The problem |
In the copy, keep every word of the data below and none of its pictures.

Top of Supplied data

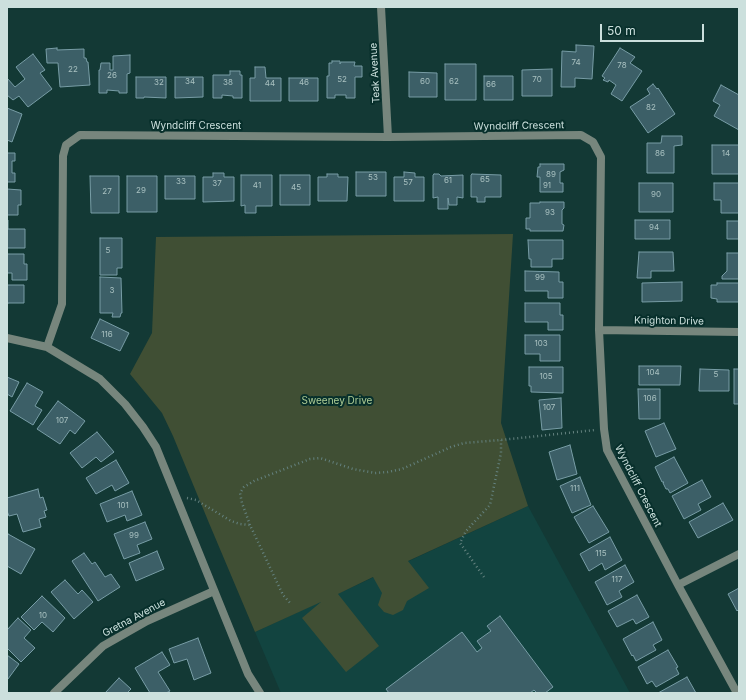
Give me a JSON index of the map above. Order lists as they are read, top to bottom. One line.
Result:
{"streets":{"street":["Teak Avenue","Wyndcliff Crescent","Knighton Drive","Gretna Avenue"]},"crossings":[["Teak Avenue","Wyndcliff Crescent"],["Wyndcliff Crescent","Knighton Drive"]],"parks":["Sweeney Drive"],"house_numbers":["74","78","22","26","52","70","34","60","62","32","38","46","44","66","82","86","14","89","53","65","61","33","57","37","41","91","45","29","27","90","93","94","5","99","3","116","103","104","5","105","106","107","107","111","101","99","115","117","10"],"scale_bar":"50 m"}
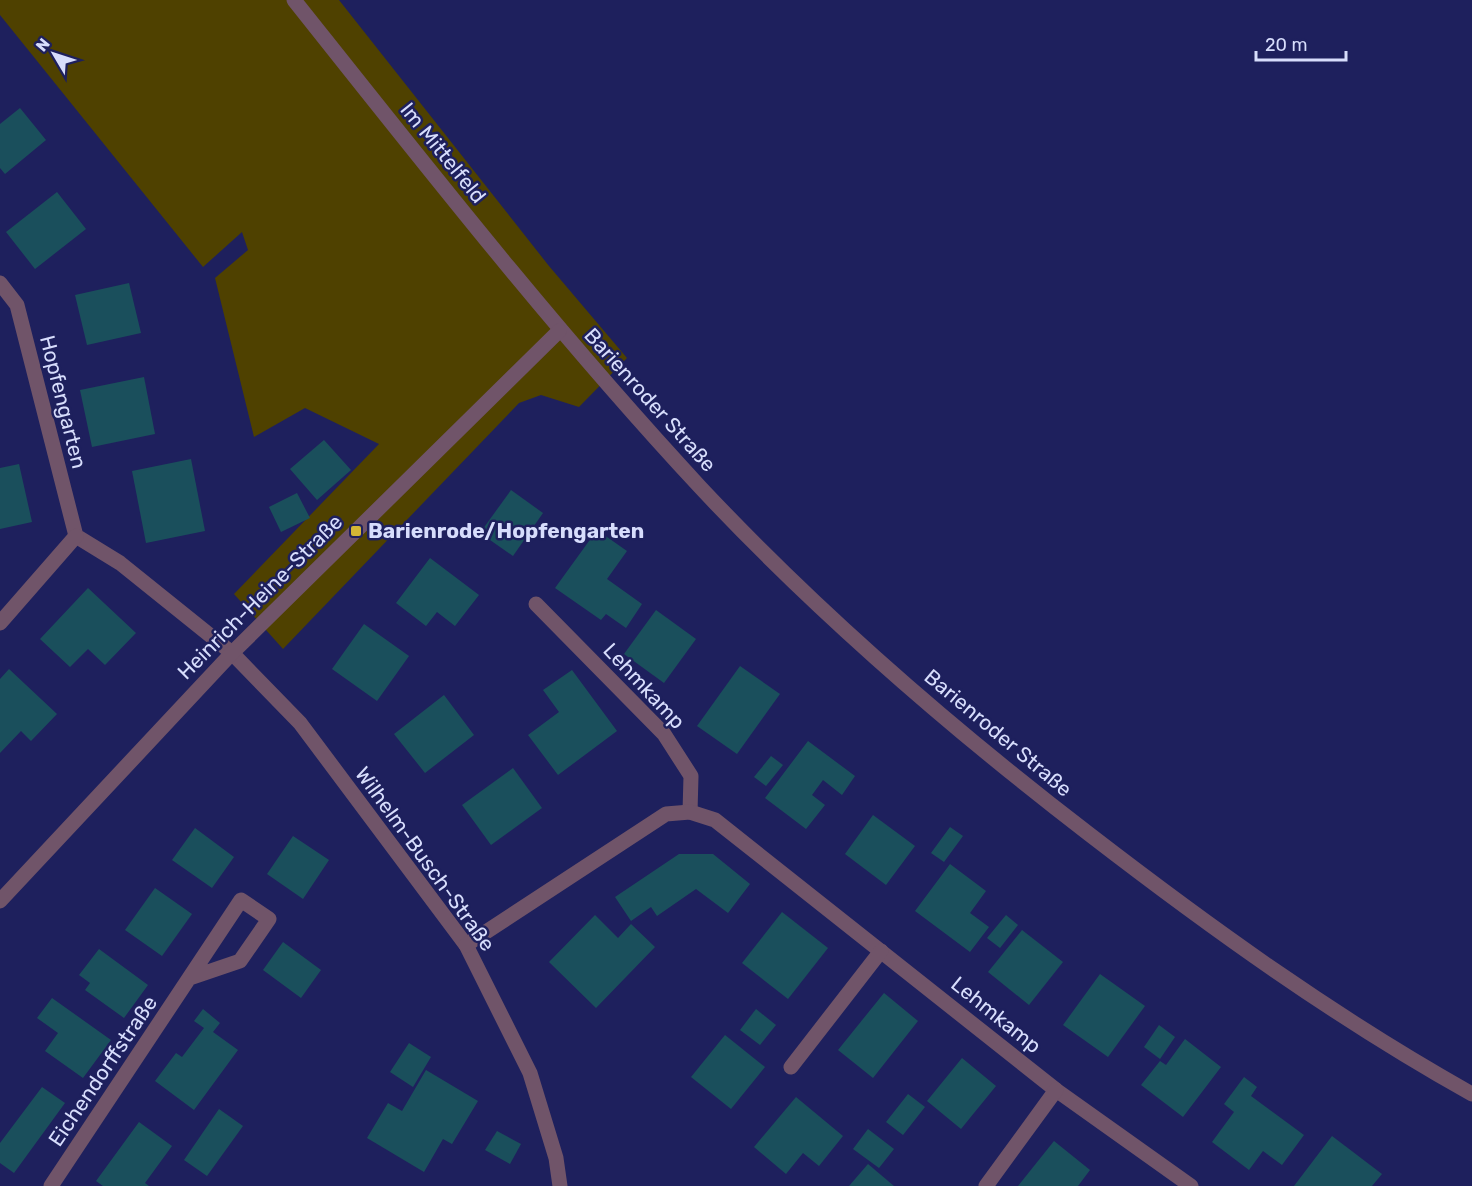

Bottom of Supplied data

Written answer |
Give me a JSON index of the map above. Order lists as they are read, top to bottom. One line.
Result:
{"streets":{"street":["Teak Avenue","Wyndcliff Crescent","Knighton Drive","Gretna Avenue"]},"crossings":[["Teak Avenue","Wyndcliff Crescent"],["Wyndcliff Crescent","Knighton Drive"]],"parks":["Sweeney Drive"],"house_numbers":["74","78","22","26","52","70","34","60","62","32","38","46","44","66","82","86","14","89","53","65","61","33","57","37","41","91","45","29","27","90","93","94","5","99","3","116","103","104","5","105","106","107","107","111","101","99","115","117","10"],"scale_bar":"50 m"}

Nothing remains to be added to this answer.